Provided data:
----

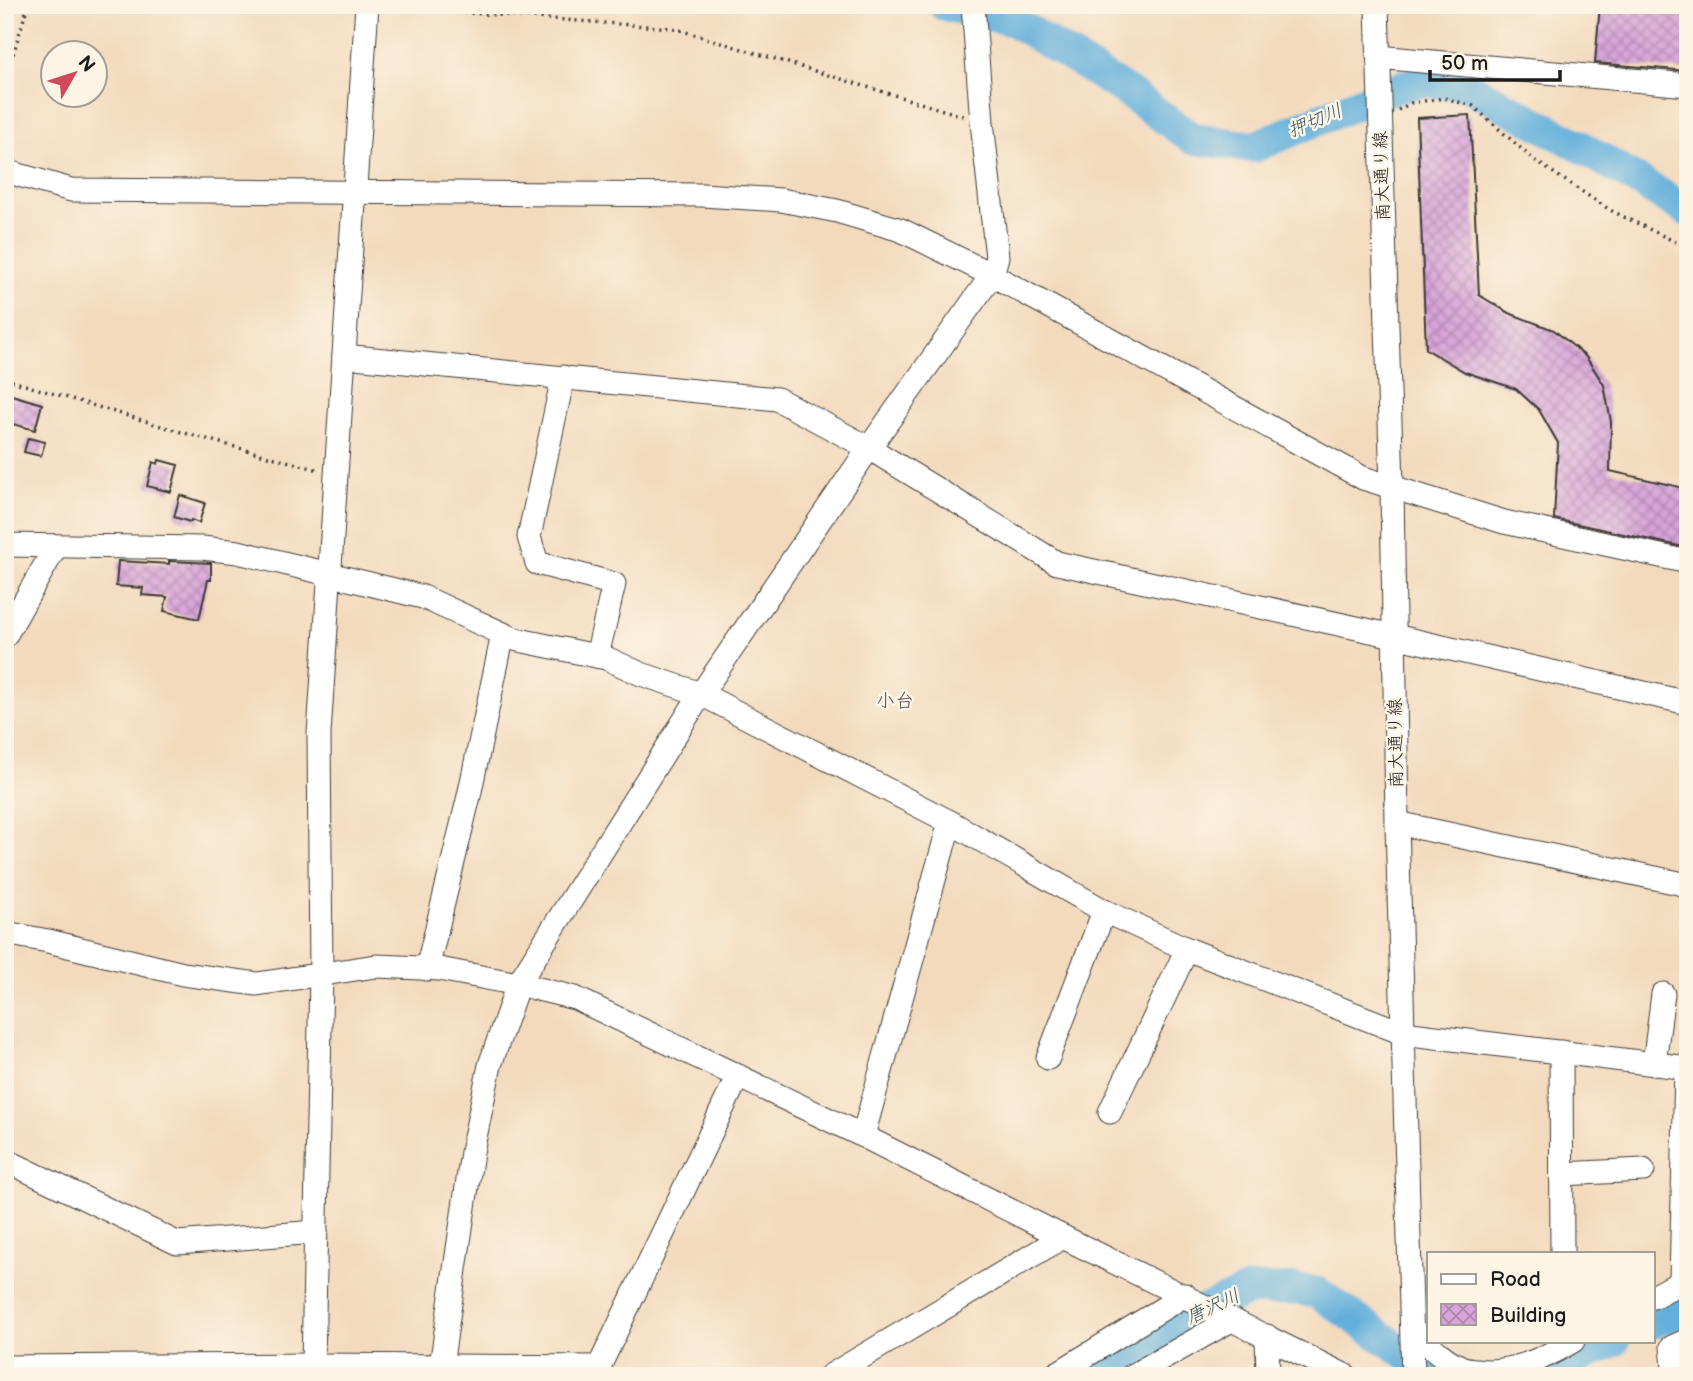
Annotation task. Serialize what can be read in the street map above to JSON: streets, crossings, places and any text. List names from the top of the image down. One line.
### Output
{"streets":{"street":["南大通り線"]},"districts":["小台"],"water":["押切川","唐沢川"],"legend":["Road","Building"],"scale_bar":"50 m","north":"top right"}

----

Copy the whole of the material above exactly, but not its images.

Problem solution:
Annotation task. Serialize what can be read in the street map above to JSON: streets, crossings, places and any text. List names from the top of the image down. One line.
### Output
{"streets":{"street":["南大通り線"]},"districts":["小台"],"water":["押切川","唐沢川"],"legend":["Road","Building"],"scale_bar":"50 m","north":"top right"}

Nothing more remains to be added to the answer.